Chapter 36
Iwas walking over to the glassblower Thomas’s shop to deliver a letter he had requested to be translated. It had been a particularly difficult project. In his original letter, Thomas wrote to an Avivian glassblower asking about a new technique he had heard about, and there had been many technical words I had to search through dictionaries to find to ensure that I was translating them correctly. I entered the shop and waited behind two middle-aged women gossiping away happily. I distracted myself by looking at the blown glass trinkets that decorated the shop.
Thomas, the only glassblower in town, was very talented. It appeared that he could make anything out of glass, any shape at all. The only complaint anyone ever had about his products was that they would break, but what would they expect when an object is made of glass? The technique he had asked about in his letter was to help him resolve that issue. Supposedly, this Avivian craftsman had developed a way of making glass stronger. As I waited for Thomas to appear, a bit of the conversation the two women were having floated in and broke through my musings.
“Yes, word is that the older prince broke off his betrothal to that foreign princess. Quite an ugly affair, I heard. The king insisted that the younger prince take his place.”
Were they talking about Hubert and Curtis? Was Curtis engaged to Aria? I peeked over at the women, eager to catch every word.
“Oh, really? And what will the older one do now? Isn’t he due to take the throne soon?”
“Well, word is that he will choose a commoner! Wouldn’t that be a spectacle to see?”
“No, really? That simply isn’t done!”
The first woman dropped her voice conspiratorially. “Gertrude, you know my Hilda is one of the serving girls at the castle, and she told me that when she was dropping off food to the Council, they were discussing having a ball so he could choose a commoner well-suited for him. Imagine! A prince marrying one of our own daughters!”
“Excuse me.” I approached the ladies, fighting the urge to lift my fan to cover my face as I usually did when introducing myself.
“Yes, dearie?”
“You said that the older prince is no longer betrothed?”
“That is what I heard, yes! But his younger brother, Curdy I think, is betrothed to her now,” she turned back to her friend. “Honestly, all this fuss about that princess marrying into the royal family. I personally would favor keeping Avivians in Avivia.”

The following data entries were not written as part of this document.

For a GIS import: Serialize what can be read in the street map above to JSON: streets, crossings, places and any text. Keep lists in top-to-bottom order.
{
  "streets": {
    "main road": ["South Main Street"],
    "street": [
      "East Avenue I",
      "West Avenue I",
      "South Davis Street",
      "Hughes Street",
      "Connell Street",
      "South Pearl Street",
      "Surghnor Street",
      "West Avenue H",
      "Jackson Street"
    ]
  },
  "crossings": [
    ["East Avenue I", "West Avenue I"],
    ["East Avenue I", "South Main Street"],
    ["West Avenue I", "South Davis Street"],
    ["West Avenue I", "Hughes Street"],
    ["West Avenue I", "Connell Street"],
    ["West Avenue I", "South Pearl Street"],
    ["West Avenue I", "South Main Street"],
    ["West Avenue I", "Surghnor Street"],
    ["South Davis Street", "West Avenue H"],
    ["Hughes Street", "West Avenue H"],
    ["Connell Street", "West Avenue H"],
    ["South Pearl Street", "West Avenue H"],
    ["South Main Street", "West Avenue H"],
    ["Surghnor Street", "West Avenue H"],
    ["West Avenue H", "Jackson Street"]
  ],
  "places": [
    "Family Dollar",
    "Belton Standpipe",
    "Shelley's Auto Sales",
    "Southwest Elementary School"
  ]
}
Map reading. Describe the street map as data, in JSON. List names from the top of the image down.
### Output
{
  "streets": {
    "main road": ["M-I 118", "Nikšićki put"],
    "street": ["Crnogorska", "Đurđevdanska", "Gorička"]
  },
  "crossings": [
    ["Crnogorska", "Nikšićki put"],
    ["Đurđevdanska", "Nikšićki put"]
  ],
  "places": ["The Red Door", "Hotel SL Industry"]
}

At that point, the glassblower’s apprentice asked if he could help me, which was fortunate. If I had stayed and listed to the conversation any longer, I may have fallen over. I handed him the letter with instructions to deliver it to Thomas and left in a daze. All this time, I had been so sure that Curtis would move on, find someone else. But now that he had, I couldn’t believe it. For that one glorious year, I thought we would be together forever. Somehow, I hadn’t ever thought that Curtis would love anyone else. I felt like I had lost him all over again. I stumbled back to our manor and fell heavily into a chair.
Why did I feel so betrayed? I had no claim on Curtis’ heart. I had deserted him, fled miles away, then had written that absurd letter. He owed me no loyalty. There was no reason for me to expect anything other than that he had moved on with his life. He should move on. He was a prince; he had to do what was best for the kingdom. I should be happy for him…
But I wasn’t.
Selfishly, I wished that his love for me had never faltered and that one day, he would find me and declare his undying devotion to me.
Again, these were silly girlish fantasies. I would never see him again. And didn’t I have Mother as an example? She had been married to Father for decades before he passed away, and within a year she had remarried. Surely if someone would remarry after twenty years of marriage, a year-long teenage romance didn’t have a chance of withstanding the test of time.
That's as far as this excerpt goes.